`statspai.bartik`¶

bartik ¶

Shift-Share (Bartik) Instrumental Variables for StatsPAI.

Constructs Bartik instruments from industry shares and national shocks, with diagnostics for instrument validity following Goldsmith-Pinkham, Sorkin, and Swift (2020) and Borusyak, Hull, and Jaravel (2022).

References

Goldsmith-Pinkham, P., Sorkin, I., and Swift, H. (2020). "Bartik Instruments: What, When, Why, and How." American Economic Review, 110(8), 2586-2624. [@goldsmithpinkham2020bartik]

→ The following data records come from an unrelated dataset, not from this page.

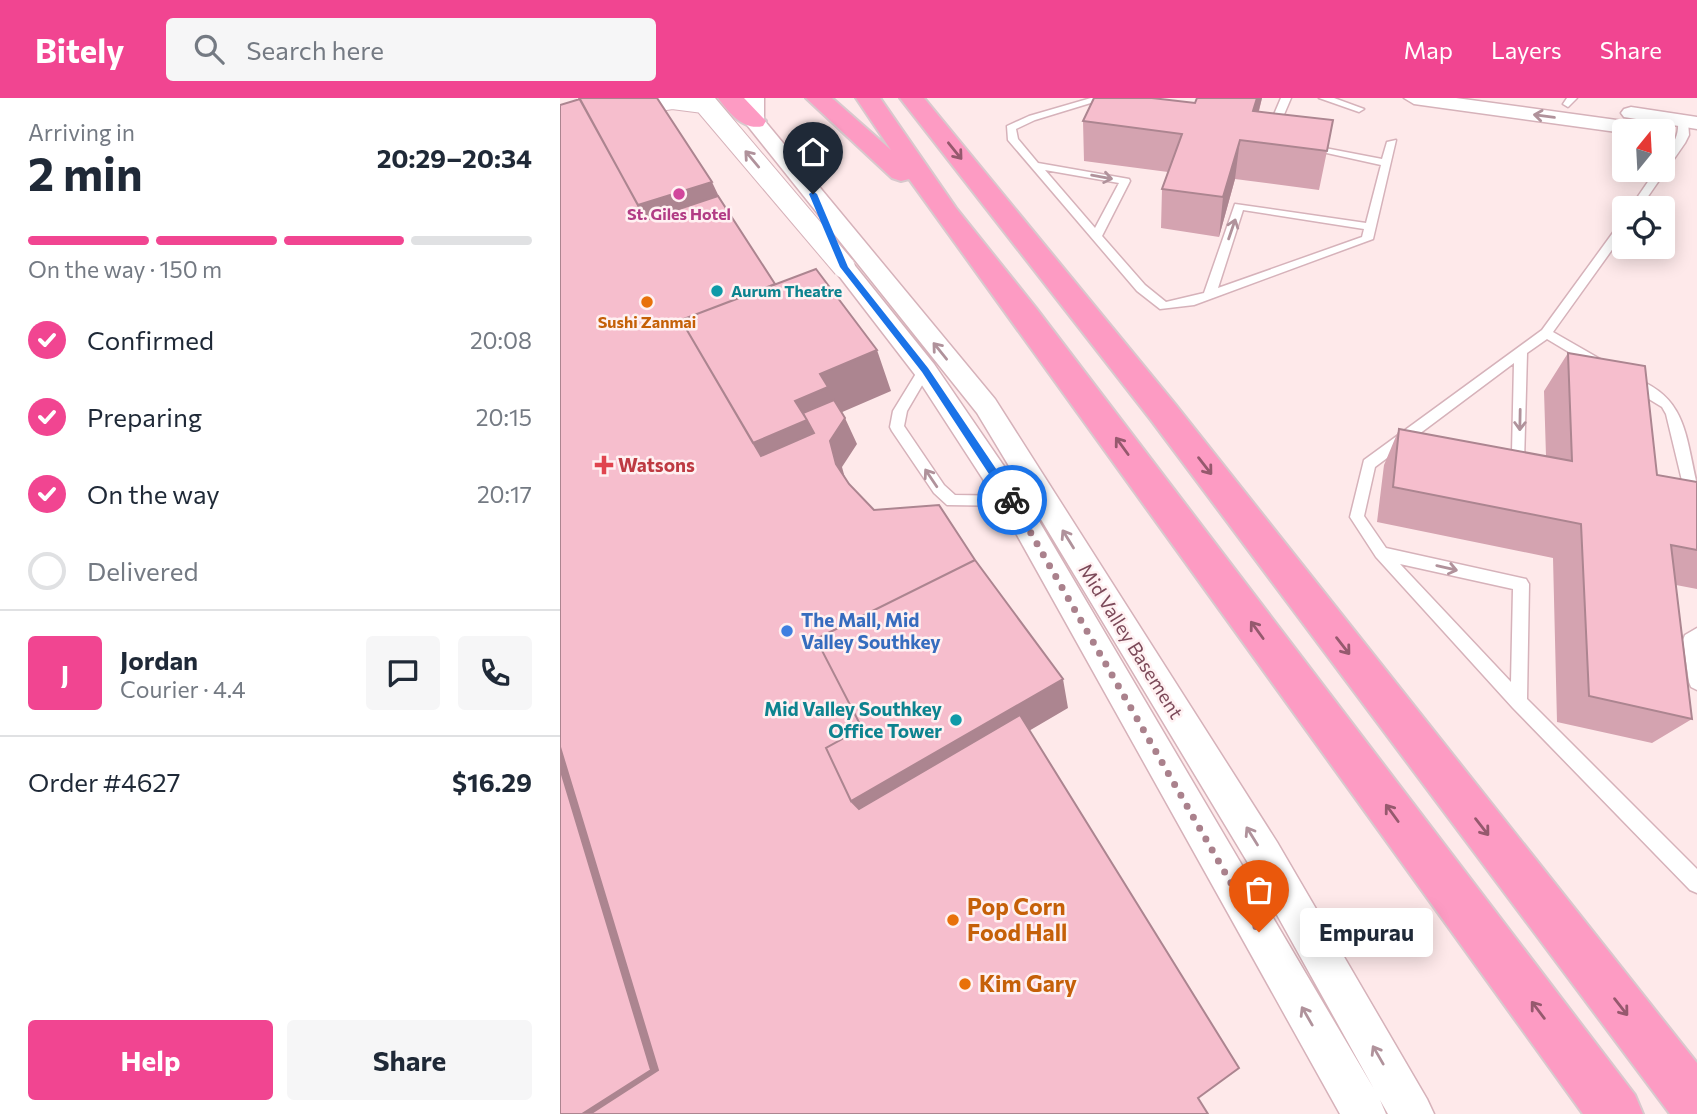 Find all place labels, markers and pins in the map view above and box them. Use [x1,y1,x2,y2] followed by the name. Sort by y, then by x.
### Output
[783,122,843,194] pin
[671,186,687,202] marker: St. Giles Hotel
[627,204,731,223] place label: St. Giles Hotel
[731,281,842,300] place label: Aurum Theatre
[709,283,725,299] marker: Aurum Theatre
[639,294,655,310] marker: Sushi Zanmai
[598,312,696,331] place label: Sushi Zanmai
[618,453,695,476] place label: Watsons
[596,457,612,473] marker: Watsons
[801,608,941,653] place label: The Mall, Mid Valley Southkey
[779,623,795,639] marker: The Mall, Mid Valley Southkey
[764,697,943,742] place label: Mid Valley Southkey Office Tower
[948,712,964,728] marker: Mid Valley Southkey Office Tower
[1229,860,1289,932] pin
[967,892,1067,946] place label: Pop Corn Food Hall
[1301,908,1434,956] callout: Empurau
[945,912,961,928] marker: Pop Corn Food Hall
[979,969,1077,997] place label: Kim Gary
[957,976,973,992] marker: Kim Gary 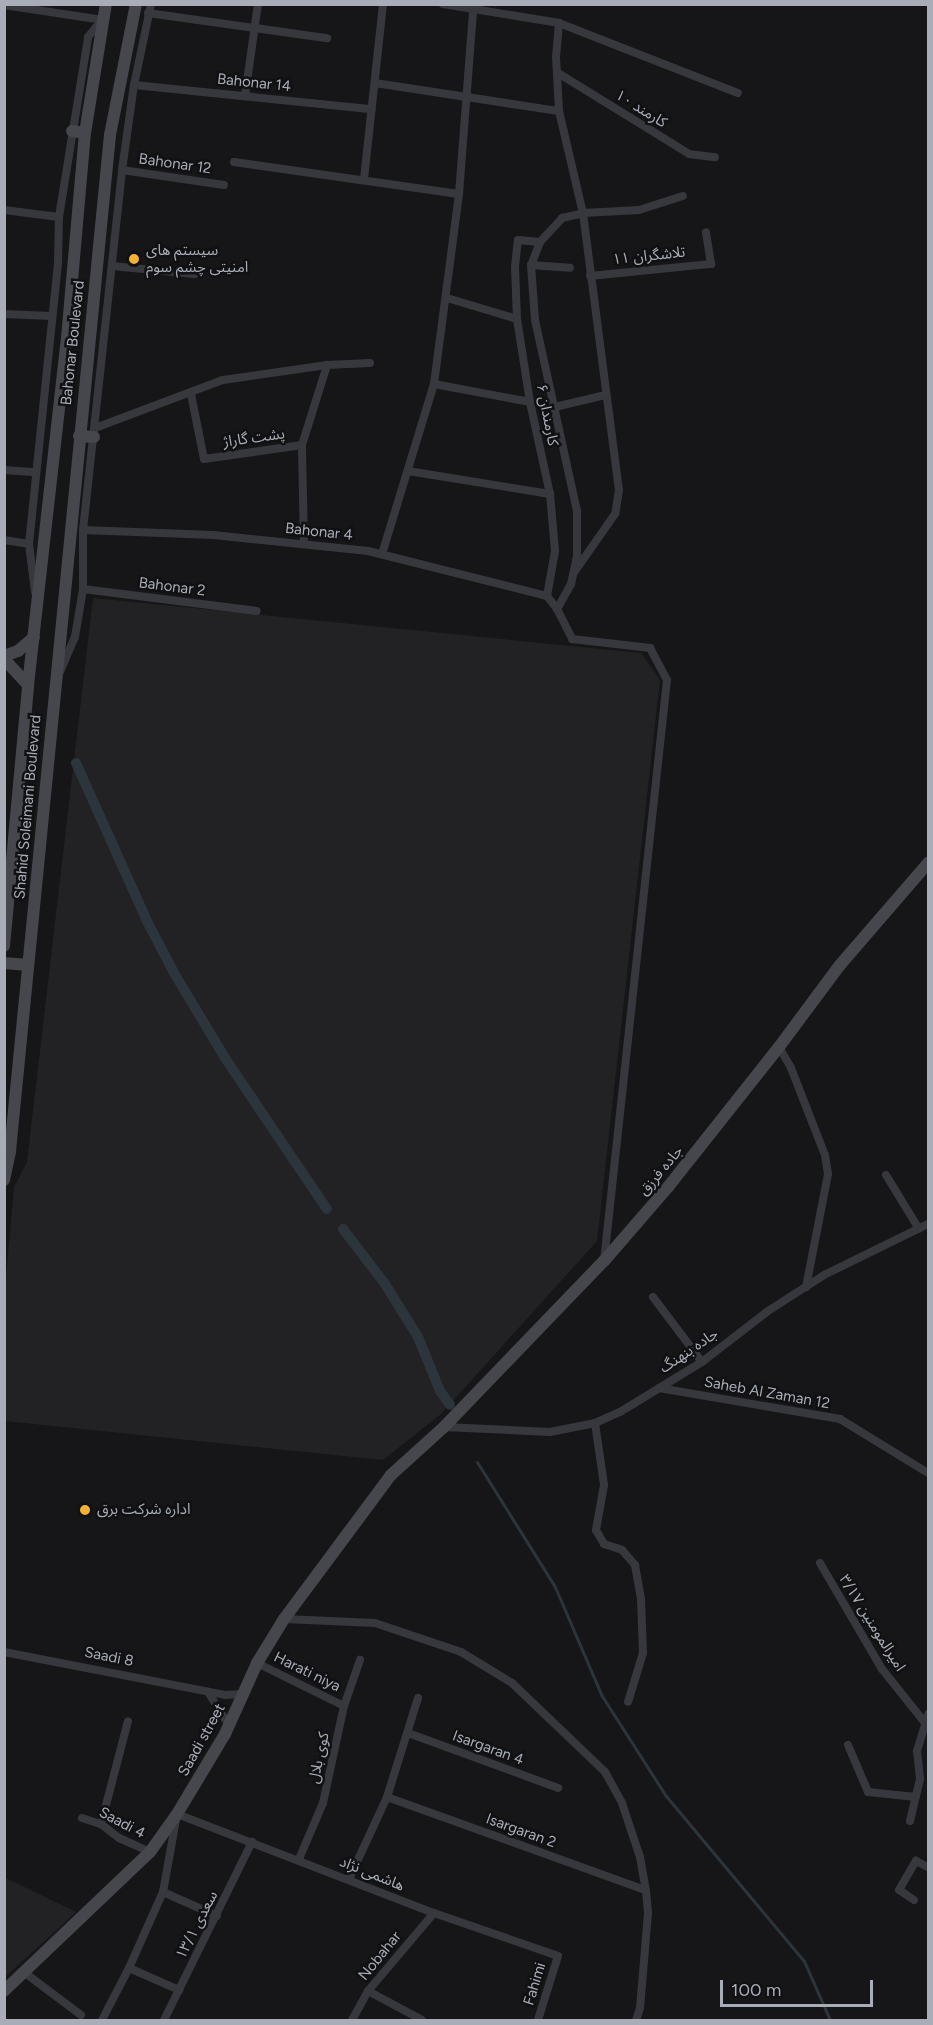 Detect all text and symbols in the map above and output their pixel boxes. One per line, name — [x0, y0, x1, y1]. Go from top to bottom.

Borusyak, K., Hull, P., and Jaravel, X. (2022). "Quasi-Experimental Shift-Share Research Designs." Review of Economic Studies, 89(1), 181-213. [@borusyak2022quasi]

BartikIV ¶

Bartik Shift-Share IV estimator.

Constructs the shift-share instrument B_i = sum_k s_ik * g_k from a region-by-industry share matrix and an industry shock vector, then runs 2SLS. The convenience wrapper :func:bartik builds this object and calls :meth:fit; use the class directly when you want to hold onto the estimator instance.

Examples:

>>> import statspai as sp
>>> import numpy as np, pandas as pd
>>> from statspai.bartik.shift_share import BartikIV
>>> rng = np.random.default_rng(0)
>>> n, K = 60, 4
>>> shares = pd.DataFrame(
...     rng.dirichlet(np.ones(K), size=n),
...     columns=[f"ind{k}" for k in range(K)],
... )
>>> shocks = pd.Series(rng.normal(0.05, 0.02, K), index=shares.columns)
>>> emp = shares.values @ shocks.values + rng.normal(0, 0.01, n)
>>> wage = 1.5 * emp + rng.normal(0, 0.02, n)
>>> df = pd.DataFrame({"wage_growth": wage, "emp_growth": emp})
>>> est = BartikIV(df, y="wage_growth", endog="emp_growth",
...                shares=shares, shocks=shocks, leave_one_out=False)
>>> res = est.fit()
>>> round(float(res.params["emp_growth"]), 1)  # ~1.5
1.5

rotemberg_weights `property` ¶

rotemberg_weights: DataFrame

Rotemberg weight decomposition by industry.

fit ¶

fit() -> EconometricResults

Fit Bartik IV via 2SLS.

ShiftSharePoliticalResult `dataclass` ¶

Bases: ResultProtocolMixin

Structured output of :func:shift_share_political.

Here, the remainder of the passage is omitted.